» WHAT YOU WILL DO
What's wanted here is the full listing below, repeated exactly, with no images in it.

» AVAILABLE DATA
*****

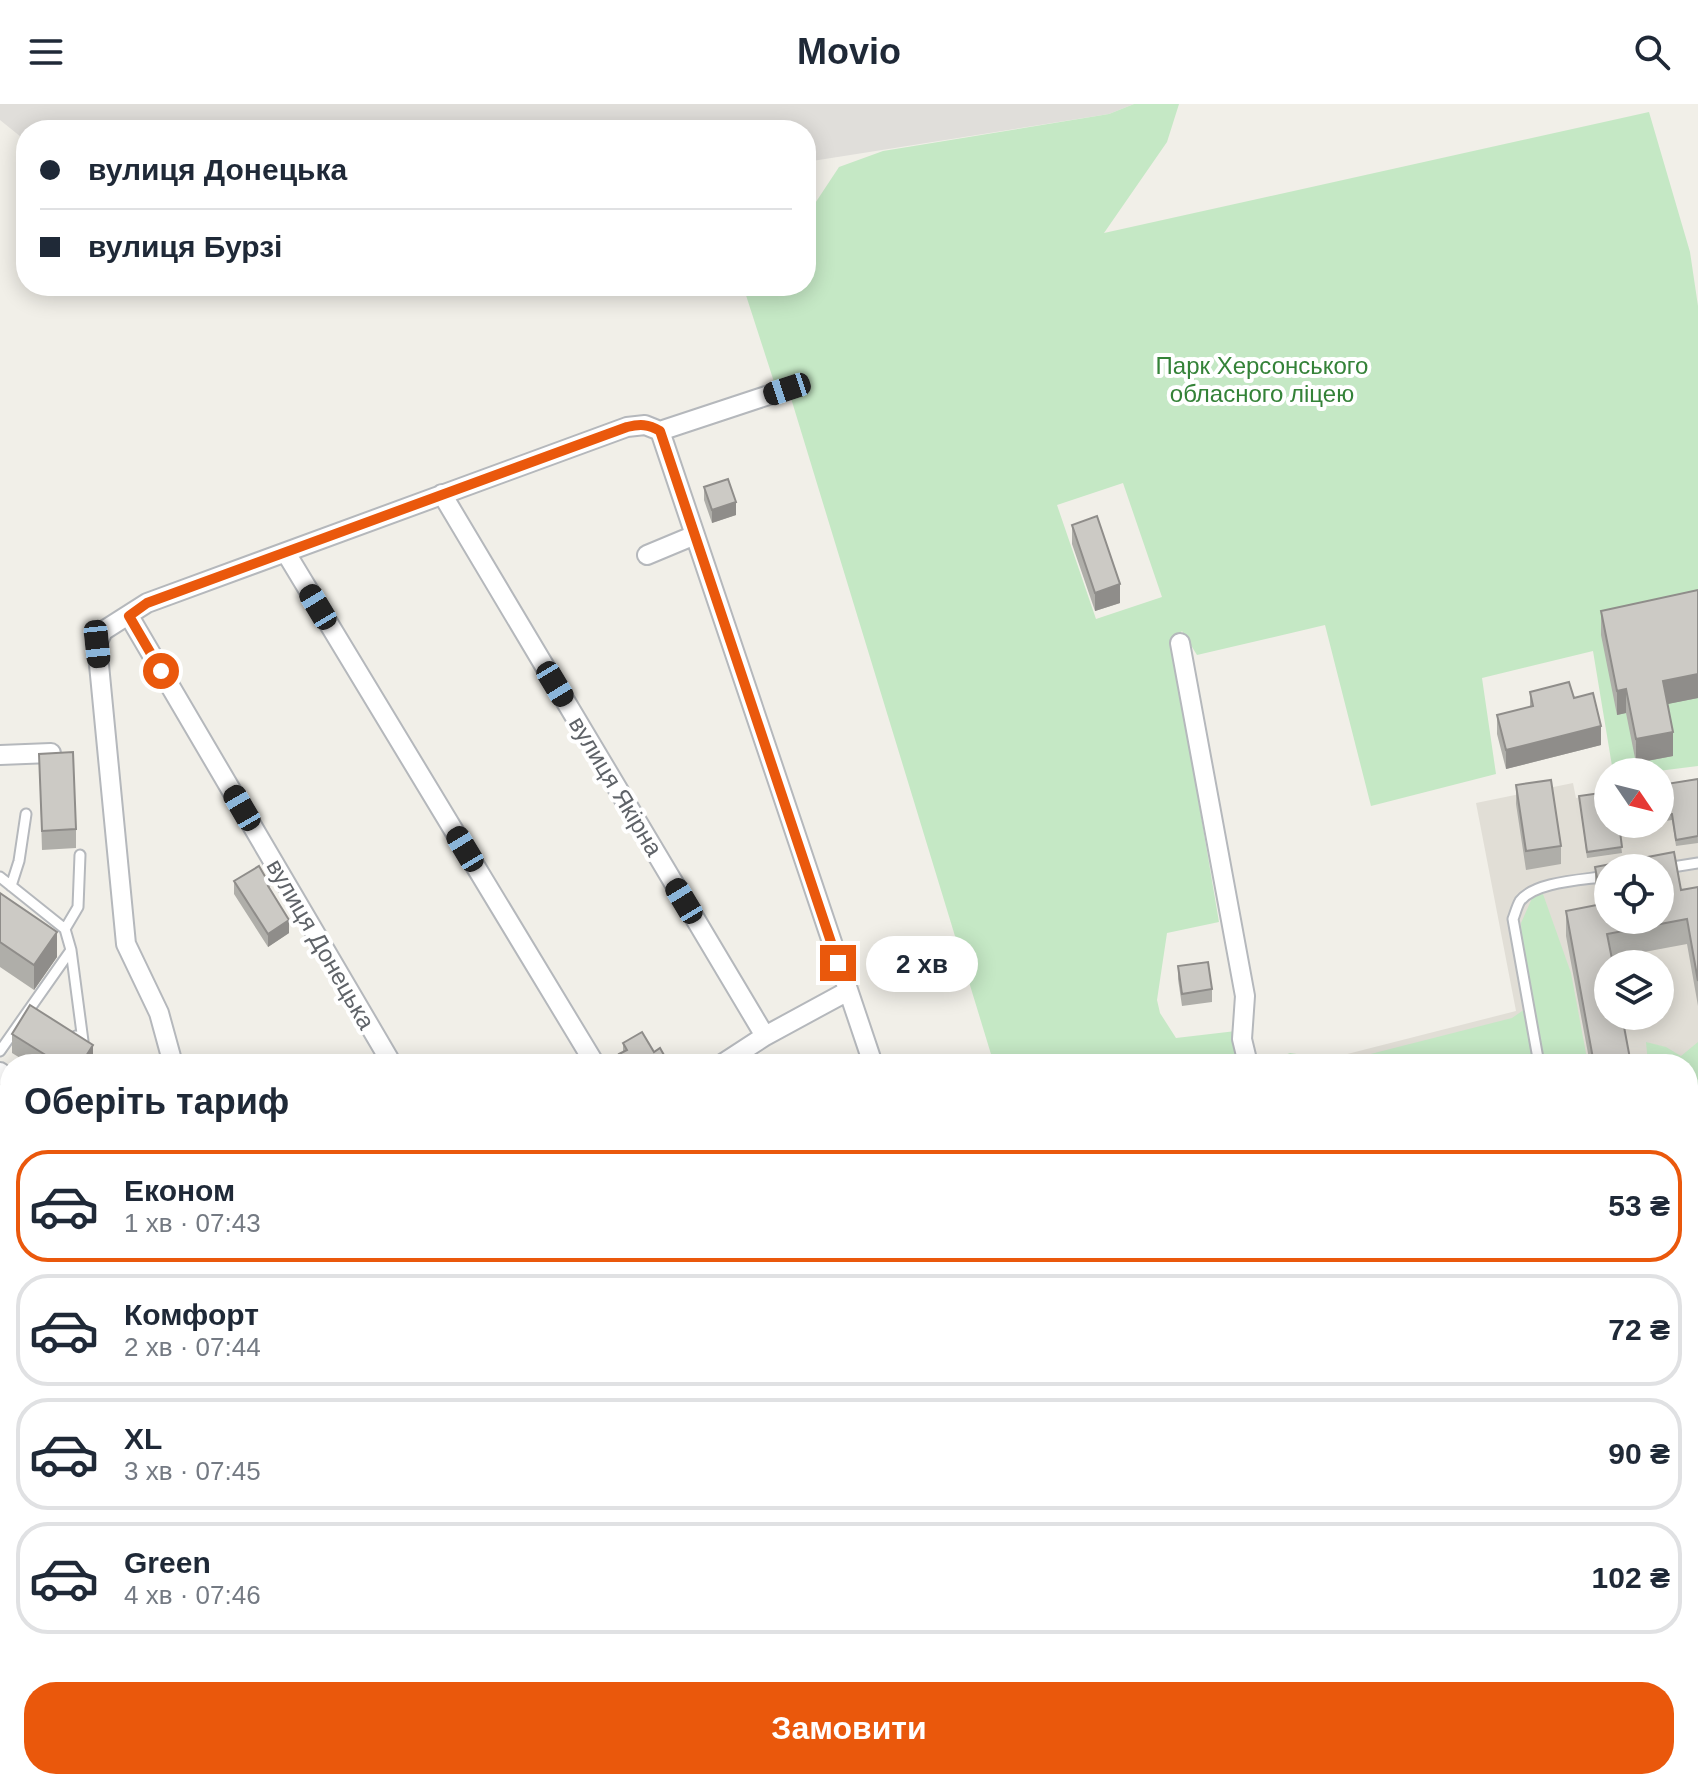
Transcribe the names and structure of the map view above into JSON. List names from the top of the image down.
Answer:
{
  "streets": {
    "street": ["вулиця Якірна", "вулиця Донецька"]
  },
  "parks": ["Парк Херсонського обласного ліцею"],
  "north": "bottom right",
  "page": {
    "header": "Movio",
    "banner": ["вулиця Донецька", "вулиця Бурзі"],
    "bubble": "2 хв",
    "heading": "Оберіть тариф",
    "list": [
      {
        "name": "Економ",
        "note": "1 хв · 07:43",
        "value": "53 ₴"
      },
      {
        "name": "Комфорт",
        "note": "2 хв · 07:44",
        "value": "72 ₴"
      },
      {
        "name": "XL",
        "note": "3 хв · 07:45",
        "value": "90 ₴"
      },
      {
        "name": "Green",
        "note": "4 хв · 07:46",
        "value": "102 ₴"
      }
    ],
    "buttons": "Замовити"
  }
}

*****

» RESPONSE AREA
Transcribe the names and structure of the map view above into JSON. List names from the top of the image down.
Answer:
{
  "streets": {
    "street": ["вулиця Якірна", "вулиця Донецька"]
  },
  "parks": ["Парк Херсонського обласного ліцею"],
  "north": "bottom right",
  "page": {
    "header": "Movio",
    "banner": ["вулиця Донецька", "вулиця Бурзі"],
    "bubble": "2 хв",
    "heading": "Оберіть тариф",
    "list": [
      {
        "name": "Економ",
        "note": "1 хв · 07:43",
        "value": "53 ₴"
      },
      {
        "name": "Комфорт",
        "note": "2 хв · 07:44",
        "value": "72 ₴"
      },
      {
        "name": "XL",
        "note": "3 хв · 07:45",
        "value": "90 ₴"
      },
      {
        "name": "Green",
        "note": "4 хв · 07:46",
        "value": "102 ₴"
      }
    ],
    "buttons": "Замовити"
  }
}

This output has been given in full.